You know most indoor karts don't have diffs, nor front brakes? They have a solid axle so rear wheels speeds are identical - at least one wheel has to slip in order for them to go round corners; the chassis is designed to flex to allow the inside wheel to lift.

Also, overlapping brake and throttle will only have the effect of heating the brakes quicker: the karts are direct drive with a centrifugal clutch and a brake on the rear axle; if you slow the axle speed, you slow the engine speed, there's not really anything you can do about it. All you'll do by double-pedaling is run the risk of having no brakes.

The key is keeping up corner speed. It's all very well blocking overtakes, but if you lose too much momentum it takes a long time to build it up again. It's best to pick a line to maximise corner speed even if it means losing out on one corner. The chances are the overtaking kart has had to scrub off more speed to make the corner (because they've taken a less optimal line) so you can pass them again very quickly, either before or at the next corner in most cases.

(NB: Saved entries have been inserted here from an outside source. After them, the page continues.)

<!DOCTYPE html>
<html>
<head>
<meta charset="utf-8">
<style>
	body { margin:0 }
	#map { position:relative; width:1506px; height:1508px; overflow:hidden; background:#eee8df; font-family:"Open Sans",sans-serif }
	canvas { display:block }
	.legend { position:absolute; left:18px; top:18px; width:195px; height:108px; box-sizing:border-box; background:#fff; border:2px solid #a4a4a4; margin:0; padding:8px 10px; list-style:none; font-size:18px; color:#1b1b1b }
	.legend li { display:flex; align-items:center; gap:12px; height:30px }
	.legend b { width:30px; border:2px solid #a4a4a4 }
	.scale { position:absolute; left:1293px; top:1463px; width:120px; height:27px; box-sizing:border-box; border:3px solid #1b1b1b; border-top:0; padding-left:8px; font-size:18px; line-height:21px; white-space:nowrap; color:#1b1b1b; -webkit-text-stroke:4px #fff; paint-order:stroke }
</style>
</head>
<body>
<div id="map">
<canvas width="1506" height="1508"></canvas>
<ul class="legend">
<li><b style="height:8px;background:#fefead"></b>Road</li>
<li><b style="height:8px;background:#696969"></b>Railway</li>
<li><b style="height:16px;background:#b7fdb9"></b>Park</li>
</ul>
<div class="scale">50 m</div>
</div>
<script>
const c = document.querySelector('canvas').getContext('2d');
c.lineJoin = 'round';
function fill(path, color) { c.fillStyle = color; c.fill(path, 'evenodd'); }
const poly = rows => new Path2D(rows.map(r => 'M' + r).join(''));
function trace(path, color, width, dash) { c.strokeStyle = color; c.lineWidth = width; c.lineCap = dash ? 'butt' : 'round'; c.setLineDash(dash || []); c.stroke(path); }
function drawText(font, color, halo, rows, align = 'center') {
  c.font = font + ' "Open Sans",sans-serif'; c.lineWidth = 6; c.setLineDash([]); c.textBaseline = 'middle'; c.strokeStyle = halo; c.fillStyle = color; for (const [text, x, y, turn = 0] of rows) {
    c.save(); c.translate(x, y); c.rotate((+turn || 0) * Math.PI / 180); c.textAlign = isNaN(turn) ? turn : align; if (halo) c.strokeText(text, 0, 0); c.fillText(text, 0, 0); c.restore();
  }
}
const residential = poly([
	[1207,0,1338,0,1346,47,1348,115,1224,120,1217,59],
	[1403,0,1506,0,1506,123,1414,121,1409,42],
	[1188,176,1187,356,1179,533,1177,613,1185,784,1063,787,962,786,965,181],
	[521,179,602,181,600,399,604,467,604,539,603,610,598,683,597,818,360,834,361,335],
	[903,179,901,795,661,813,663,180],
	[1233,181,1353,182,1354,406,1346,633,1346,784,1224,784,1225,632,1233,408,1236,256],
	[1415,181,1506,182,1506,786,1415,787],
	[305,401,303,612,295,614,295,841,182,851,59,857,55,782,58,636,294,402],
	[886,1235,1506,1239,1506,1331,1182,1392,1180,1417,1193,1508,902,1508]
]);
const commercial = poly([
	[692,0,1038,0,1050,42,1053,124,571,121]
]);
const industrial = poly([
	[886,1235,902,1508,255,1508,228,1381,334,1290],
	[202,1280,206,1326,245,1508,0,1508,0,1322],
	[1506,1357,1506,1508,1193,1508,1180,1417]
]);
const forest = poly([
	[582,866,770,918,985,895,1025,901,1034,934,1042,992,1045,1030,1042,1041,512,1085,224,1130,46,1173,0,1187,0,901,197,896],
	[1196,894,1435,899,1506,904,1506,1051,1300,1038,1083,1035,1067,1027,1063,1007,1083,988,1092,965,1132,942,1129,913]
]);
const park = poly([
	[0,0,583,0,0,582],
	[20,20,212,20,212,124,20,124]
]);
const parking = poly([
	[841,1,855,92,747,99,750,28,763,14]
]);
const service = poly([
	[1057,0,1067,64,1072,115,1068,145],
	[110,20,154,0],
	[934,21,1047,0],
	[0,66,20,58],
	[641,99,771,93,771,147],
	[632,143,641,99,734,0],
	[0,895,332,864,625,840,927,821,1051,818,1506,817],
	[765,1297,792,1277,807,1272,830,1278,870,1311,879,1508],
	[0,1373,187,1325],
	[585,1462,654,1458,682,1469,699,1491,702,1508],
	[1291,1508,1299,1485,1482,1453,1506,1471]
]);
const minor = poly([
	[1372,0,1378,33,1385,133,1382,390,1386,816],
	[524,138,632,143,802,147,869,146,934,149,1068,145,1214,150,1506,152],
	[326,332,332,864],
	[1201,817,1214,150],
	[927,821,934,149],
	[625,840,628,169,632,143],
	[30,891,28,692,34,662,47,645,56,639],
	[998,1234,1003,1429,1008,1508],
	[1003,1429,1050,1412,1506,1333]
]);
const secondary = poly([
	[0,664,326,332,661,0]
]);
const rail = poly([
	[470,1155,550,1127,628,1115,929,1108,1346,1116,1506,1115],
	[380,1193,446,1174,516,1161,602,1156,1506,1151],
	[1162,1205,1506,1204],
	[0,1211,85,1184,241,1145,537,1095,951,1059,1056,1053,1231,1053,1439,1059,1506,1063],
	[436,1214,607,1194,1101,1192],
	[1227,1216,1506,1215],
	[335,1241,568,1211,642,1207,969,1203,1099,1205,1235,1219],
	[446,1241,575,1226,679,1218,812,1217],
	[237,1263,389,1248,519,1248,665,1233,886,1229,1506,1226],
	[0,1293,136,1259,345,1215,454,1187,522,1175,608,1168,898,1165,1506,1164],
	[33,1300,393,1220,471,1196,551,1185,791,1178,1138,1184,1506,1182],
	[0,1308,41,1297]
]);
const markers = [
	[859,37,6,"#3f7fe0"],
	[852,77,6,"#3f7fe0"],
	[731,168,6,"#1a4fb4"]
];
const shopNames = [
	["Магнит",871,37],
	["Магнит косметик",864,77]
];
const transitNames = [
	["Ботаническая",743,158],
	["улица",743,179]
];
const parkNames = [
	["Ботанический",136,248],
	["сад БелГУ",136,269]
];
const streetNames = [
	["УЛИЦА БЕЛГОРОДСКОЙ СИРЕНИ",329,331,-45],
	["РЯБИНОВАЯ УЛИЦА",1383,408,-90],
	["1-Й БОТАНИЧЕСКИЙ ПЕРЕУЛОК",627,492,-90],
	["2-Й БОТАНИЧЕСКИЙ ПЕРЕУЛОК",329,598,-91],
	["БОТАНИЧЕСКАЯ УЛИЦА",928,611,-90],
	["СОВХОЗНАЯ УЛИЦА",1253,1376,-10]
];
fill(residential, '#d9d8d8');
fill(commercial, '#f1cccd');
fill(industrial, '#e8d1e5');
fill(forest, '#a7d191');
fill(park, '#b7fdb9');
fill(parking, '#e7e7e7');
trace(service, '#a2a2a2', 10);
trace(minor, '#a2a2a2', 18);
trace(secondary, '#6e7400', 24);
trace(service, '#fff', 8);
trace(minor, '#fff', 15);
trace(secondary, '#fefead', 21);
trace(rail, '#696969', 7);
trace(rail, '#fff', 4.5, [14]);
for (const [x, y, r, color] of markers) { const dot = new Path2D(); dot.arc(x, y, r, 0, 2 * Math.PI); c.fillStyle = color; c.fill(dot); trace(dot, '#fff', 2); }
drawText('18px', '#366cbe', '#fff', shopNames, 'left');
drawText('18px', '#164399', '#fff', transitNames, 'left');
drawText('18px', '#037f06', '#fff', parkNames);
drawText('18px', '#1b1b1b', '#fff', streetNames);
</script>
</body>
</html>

Inexperienced drivers are always surprised when they've gone past you and think they've got one over, only for you to drive past them moments later with a significant speed differential.

As the karts only have one gear and a centrifugal clutch, the faster the engine is spinning the faster you'll accelerate. Maintaining speed obviously keeps you quicker than if you'd braked, but also provides a smidge more acceleration.

Shortest lines are certainly not the quickest. Look at 125GP racing lines for inspiration, wide and sweeping is the order of the day.

NelsonP

240 posts

141 months

Monday 17th August 2015
quotequote all
Club 100 and Dmax are similar spec karts - key difference being that Club 100 are direct drive (which means if you spin off, you wait for pusher). Whilst this seems a pain it actually creates a better class of driving (because you really don't want to get tangled up in an incident). But I have to admit I always did quite like the idea of being able to push a button to restart my kart after a spin!

Min driver weight is generally 85kg so if you are below that you will need to add weight to the kart (lead). If you are over that you just need to drive better than everyone else (not easy). Club100 grids are generally within a second of the front row because the kart maintenance is great.

And getting the rear inside wheel into the air is key to getting the kart turned in. Both Dmax and Club100 have solid rear axles and rely on front wheel castor to lift the inside rear. This is the 'differential'. Basic but effective.